Saturday, March 26, 2016

Finding Similar Articles From A Massive Dataset


One of the most typical problems in data mining is that of finding similar sets from a huge data set. This can be similar text articles, web pages, movie rating, or any some other data for that matter. For the sake of concreteness let us consider similarity between text articles for this post. The process of finding similar articles can be broadly broken down into three steps:

1)      Shingling

2)      Minhashing

3)      Locality sensitive hashing

STEP 1: BREAKING DOWN THE ARTICLE INTO K-SHINGLES

A k-shingle is basically a substring of the article of length k. For example the set of 3-shingles for the string “Thug life” will be {“Thu”, “g l”, “ife”}. The value of k should be large enough so that the probability of a given shingle appearing in an article is considerably small. Also while selecting a shingle one should take into account how typical the article itself is. For example if our data corpus is something like e-mails then we might take k=5 while if we are dealing with research papers we might find it safe to take k=9.
It is not very convenient to manipulate and store strings. So the set of shingles is generally converted into a sparse matrix called characteristic matrix in which columns correspond to the data sets we have and rows are all the possible elements which a document might contain.



There are a lot of other intricacies and tricks involved in selecting the shingles and then manipulating them so that they become easy to handle which I may touch upon in future posts, but the general motivation behind this concept is that “DOCUMENTS THAT ARE INTUITIVELY SIMILAR MAY HAVE SHINGLES IN COMMON”

STEP 2: MINHASHING

Before getting into minhashing, it is important to understand what the most convenient definition of similarity is while finding similar textual articles.

Jaccard similarity: It is defines similarity of two columns $C_{1}$ and $C_{2}$ as:
Similarity( $C_{1}, C_{2})= \frac{C_{1} \cap C_{2}}{C_{1}\cup C_{2}}$

The basic goal of minhashing is to compress the large characteristic matrix (obtained after shingling) to short signatures keeping the (Jaccard) similarity of columns intact.

The way this method works is as follows. Imagine the rows of the characteristic matrix to be permuted randomly. For illustration purpose imagine that the rows of the following matrix is permuted such that the corresponding serial number of each row is the number in purple adjacent to it.




The row of the signature matrix corresponding to this permutation is the one on the right. This is computed by going serially row by row and substituting the row number in place of the columns which have 1 until all the columns are filled. Choosing different hash functions to generate different random permutations more (for example 100) rows can be added to the signature matrix as follows:
The most interesting thing about this technique is that it can be proved that the Jaccard’s similarity of any two columns is same as the probability of getting the same set of numbers in the signature matrix. Thus expected similarity of two columns is equal to the Jaccard’s similarity of the corresponding ones in the input matrix. Thus, longer the signatures, smaller will be the expected error.

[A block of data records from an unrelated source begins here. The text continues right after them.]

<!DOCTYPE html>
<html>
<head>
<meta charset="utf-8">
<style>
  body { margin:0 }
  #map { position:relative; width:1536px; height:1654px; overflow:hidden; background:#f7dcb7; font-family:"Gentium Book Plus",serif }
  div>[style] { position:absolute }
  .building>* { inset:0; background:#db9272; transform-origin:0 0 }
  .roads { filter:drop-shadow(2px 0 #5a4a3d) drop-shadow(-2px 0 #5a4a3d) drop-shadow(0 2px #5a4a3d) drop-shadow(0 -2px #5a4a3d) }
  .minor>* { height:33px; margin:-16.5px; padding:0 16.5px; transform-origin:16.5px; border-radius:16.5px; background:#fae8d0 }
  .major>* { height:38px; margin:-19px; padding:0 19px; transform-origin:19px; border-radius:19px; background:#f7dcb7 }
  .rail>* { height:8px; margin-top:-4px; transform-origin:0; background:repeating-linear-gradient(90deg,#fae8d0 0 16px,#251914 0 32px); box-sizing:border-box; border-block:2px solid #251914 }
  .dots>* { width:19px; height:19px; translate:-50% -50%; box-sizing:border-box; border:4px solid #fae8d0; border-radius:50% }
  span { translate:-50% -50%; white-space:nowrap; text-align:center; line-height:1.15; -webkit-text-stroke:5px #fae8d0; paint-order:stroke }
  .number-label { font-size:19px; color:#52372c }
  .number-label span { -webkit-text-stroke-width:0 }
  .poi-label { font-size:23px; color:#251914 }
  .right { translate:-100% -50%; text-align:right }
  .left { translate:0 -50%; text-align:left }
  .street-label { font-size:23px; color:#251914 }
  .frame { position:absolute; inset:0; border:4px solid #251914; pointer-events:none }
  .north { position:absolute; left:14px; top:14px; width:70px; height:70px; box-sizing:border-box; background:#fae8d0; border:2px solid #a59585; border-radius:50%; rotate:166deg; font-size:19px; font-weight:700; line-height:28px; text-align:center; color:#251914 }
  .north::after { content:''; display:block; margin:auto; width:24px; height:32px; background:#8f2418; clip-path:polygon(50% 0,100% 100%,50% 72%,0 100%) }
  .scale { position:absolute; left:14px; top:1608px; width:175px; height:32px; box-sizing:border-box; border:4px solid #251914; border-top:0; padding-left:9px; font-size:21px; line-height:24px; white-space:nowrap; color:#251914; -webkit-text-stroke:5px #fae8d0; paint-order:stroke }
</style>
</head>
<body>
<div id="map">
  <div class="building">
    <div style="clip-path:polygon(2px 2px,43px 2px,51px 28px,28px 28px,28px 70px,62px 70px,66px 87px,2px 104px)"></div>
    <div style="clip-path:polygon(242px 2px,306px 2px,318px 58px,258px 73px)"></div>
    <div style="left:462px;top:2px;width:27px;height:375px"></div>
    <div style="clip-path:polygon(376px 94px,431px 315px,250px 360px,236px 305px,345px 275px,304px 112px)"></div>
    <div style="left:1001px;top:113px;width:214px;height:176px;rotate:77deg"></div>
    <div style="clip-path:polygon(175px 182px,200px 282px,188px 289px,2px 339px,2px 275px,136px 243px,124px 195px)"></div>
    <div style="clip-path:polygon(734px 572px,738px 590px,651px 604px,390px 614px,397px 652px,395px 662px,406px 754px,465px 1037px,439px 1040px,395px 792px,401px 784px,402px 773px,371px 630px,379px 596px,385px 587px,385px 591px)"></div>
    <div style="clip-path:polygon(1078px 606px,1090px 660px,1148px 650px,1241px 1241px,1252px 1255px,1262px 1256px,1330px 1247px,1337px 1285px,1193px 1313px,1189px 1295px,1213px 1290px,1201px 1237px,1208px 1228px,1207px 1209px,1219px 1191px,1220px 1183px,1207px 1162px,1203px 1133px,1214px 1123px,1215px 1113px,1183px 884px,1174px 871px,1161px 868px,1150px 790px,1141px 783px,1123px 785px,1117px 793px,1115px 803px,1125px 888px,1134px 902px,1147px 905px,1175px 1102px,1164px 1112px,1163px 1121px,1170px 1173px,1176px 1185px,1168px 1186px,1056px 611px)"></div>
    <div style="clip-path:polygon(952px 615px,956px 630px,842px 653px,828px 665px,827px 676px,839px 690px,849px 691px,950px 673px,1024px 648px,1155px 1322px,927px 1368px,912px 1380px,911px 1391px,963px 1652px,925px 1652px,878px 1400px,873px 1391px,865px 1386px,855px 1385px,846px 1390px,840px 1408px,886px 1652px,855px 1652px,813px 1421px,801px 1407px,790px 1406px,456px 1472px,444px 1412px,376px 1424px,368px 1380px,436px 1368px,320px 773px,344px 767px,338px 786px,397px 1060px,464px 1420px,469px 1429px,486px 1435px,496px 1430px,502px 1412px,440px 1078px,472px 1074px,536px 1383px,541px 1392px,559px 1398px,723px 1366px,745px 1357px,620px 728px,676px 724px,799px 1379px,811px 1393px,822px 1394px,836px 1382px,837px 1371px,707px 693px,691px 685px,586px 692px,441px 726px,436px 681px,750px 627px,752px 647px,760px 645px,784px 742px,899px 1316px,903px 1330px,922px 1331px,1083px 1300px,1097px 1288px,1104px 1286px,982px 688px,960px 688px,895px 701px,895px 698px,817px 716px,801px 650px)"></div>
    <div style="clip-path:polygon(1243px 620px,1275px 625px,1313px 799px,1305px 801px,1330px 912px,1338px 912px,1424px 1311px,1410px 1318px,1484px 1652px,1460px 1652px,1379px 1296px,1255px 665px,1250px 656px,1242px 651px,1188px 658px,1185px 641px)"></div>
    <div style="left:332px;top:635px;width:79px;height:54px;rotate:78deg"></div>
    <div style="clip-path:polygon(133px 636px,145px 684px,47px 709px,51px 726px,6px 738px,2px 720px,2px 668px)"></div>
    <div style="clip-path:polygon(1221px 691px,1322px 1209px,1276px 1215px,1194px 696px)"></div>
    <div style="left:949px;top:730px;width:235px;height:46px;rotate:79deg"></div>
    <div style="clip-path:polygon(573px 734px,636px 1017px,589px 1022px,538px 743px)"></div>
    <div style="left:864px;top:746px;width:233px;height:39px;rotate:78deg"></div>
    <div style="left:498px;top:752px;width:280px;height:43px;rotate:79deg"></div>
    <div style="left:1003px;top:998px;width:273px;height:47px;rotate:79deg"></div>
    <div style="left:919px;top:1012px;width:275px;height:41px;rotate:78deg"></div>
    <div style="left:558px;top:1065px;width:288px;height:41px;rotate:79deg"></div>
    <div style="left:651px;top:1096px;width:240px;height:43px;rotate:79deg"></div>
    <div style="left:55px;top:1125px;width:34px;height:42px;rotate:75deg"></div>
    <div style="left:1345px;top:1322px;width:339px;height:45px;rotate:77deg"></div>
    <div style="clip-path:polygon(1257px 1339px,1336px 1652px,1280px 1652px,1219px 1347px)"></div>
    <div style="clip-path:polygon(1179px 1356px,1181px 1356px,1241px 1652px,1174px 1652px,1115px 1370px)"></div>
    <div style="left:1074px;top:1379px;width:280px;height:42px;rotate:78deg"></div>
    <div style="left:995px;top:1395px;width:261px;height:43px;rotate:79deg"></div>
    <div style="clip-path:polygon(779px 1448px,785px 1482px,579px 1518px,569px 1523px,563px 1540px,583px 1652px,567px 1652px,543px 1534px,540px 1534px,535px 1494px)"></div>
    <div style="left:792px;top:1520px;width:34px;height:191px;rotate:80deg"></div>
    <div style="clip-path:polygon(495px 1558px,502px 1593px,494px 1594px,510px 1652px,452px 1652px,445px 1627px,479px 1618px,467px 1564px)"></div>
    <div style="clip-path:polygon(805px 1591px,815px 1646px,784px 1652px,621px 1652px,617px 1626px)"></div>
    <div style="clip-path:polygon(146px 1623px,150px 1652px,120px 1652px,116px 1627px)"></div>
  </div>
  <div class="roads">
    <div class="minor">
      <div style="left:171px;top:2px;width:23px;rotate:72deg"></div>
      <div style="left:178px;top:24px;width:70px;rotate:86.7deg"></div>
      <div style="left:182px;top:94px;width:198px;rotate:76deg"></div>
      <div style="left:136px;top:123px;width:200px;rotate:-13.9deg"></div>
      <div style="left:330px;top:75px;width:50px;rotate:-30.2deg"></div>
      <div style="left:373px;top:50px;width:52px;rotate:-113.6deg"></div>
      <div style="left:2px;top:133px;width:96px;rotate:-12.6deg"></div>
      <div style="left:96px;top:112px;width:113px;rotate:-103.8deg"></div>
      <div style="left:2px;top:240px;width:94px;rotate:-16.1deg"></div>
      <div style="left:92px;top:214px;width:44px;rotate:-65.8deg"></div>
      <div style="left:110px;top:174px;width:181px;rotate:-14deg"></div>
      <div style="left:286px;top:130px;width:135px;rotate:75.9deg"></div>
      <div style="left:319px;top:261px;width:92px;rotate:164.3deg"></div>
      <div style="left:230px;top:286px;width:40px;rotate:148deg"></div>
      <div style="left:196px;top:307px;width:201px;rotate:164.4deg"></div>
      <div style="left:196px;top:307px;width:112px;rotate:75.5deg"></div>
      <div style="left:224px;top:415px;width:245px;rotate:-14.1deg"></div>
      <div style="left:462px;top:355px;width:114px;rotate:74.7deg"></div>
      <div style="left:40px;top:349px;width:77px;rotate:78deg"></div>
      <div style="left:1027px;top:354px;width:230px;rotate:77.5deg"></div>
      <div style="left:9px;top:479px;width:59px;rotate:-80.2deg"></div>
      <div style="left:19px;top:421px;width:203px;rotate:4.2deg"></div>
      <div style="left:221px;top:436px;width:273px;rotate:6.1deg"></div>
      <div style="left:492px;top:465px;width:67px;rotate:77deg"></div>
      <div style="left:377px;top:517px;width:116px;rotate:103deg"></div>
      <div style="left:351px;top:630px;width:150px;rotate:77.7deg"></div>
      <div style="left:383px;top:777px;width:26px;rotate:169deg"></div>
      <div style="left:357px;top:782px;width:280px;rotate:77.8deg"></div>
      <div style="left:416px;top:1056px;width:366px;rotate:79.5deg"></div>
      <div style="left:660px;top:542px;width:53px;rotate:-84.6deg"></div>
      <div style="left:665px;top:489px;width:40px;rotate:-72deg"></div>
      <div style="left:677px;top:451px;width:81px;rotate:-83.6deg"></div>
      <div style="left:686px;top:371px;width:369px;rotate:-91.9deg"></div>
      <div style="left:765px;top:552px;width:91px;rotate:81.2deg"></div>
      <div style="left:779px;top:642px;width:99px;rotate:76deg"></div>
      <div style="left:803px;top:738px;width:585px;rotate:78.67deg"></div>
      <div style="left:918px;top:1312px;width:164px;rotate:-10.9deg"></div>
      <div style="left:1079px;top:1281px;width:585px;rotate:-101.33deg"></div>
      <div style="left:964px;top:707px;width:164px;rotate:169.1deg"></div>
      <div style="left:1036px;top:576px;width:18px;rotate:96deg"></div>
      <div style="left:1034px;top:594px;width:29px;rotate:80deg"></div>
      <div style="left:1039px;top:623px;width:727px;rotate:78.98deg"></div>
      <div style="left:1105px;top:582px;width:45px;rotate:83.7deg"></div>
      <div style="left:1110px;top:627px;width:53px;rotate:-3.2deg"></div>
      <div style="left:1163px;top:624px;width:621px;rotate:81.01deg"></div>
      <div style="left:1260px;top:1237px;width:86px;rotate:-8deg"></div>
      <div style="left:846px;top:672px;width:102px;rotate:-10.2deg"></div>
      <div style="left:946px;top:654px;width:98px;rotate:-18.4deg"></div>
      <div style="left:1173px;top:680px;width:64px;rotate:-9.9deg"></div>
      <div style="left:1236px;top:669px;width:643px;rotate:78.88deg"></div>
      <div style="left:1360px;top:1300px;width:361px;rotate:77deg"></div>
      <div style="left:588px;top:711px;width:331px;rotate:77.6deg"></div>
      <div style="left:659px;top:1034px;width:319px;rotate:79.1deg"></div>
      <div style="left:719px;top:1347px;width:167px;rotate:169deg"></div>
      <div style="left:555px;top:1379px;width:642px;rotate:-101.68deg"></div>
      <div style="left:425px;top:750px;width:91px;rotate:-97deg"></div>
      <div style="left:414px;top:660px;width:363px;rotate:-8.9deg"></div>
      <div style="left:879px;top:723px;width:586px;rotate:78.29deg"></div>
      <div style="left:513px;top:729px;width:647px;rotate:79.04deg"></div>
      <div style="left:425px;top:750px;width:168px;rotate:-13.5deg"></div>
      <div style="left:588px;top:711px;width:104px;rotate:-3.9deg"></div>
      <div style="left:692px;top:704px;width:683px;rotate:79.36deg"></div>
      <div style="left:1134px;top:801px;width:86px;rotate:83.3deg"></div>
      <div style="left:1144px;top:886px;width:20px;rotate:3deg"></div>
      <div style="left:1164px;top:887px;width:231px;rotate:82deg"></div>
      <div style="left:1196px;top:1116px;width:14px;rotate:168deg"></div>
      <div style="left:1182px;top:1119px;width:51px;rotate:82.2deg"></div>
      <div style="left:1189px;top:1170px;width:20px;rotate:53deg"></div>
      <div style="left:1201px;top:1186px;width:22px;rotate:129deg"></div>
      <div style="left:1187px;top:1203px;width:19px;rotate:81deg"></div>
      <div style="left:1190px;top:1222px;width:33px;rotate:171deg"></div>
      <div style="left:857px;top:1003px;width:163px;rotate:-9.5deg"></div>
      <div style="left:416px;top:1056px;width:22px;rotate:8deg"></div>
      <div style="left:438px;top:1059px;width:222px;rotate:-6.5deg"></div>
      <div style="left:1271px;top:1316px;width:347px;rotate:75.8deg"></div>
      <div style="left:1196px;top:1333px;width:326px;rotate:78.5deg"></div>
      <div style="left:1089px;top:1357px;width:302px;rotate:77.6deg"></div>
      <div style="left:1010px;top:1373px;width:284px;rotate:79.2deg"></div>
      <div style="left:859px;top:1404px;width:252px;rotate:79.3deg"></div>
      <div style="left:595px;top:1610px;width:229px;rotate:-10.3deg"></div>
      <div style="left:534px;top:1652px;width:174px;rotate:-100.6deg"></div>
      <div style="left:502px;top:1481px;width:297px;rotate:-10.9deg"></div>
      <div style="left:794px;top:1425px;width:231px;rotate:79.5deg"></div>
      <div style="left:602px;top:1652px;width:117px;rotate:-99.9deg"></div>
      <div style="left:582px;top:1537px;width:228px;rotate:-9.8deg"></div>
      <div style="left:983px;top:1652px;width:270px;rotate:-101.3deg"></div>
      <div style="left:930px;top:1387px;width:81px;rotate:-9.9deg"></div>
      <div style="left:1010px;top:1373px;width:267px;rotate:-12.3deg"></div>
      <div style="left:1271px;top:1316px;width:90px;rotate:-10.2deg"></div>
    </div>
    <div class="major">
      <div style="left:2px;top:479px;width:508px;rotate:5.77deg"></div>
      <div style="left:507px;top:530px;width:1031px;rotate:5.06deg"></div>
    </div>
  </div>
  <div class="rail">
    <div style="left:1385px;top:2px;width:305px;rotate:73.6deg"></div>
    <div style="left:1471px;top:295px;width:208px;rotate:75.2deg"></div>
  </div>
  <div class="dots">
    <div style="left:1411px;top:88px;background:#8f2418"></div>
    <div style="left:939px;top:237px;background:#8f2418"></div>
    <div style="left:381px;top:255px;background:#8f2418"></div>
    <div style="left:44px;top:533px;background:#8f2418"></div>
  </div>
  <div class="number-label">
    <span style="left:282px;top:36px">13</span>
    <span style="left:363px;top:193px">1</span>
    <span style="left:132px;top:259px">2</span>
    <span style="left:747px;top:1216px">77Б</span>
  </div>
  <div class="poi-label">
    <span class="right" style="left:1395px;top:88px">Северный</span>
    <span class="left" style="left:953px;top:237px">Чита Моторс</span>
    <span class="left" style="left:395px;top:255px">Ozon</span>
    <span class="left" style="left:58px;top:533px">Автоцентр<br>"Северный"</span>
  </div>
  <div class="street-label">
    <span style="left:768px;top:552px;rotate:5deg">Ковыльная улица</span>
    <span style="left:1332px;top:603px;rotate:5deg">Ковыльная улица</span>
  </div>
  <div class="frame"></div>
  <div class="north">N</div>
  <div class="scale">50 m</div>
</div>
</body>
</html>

All this looks good in theory. However, actually permuting data sets of even modest sizes (say 1 billion rows) will take too much of time and space. So we try to be clever here and simulate permutations without actually permuting the rows. We pick different hash functions, one for minhash function and pretend that the position of row r in the permutation is h(r). We keep a slot M (i,c) for each column c and hash function $h_{i}(c)$.

Observe the following pseudo code and notice that the intent is that M (i,c) will become the smallest value of $h_{i}$(r) for which column c has 1 in row r ($h_{i}(r)$ gives the order of rows for 
$i^{th}$ permutation)

For each row r do begin
                For each hash function $h_{i}$ do
                                Compute $h_{i}$(r);
                For each column c
                                If c has 1 in row r
                                                For each hash function $h_{i}$ do
                                                                If $h_{i}$(r) < M(I,c):
                                                                                M(I,c):=$h_{i}(r)$
end

STEP 3: LOCALITTY SENSITIVE HASHING (LSH)

Even after using minhashing to compute signatures, comparing all possible columns can be expensive. This is where LSH comes into picture. What LSH basically does is that from all possible pairs of signatures it generates a small list of candidate pairs who have a higher chance of being similar.
This is done by dividing the matrix M into b bands of r rows each as shown below:



For each hash function hash its portion of each column to a hash table with k buckets. Candidate column pairs are those that hash into the same bucket for more than one band. Of course there are bound to be few false negatives. But we can always tune b and r to catch most similar pairs and few non similar pairs.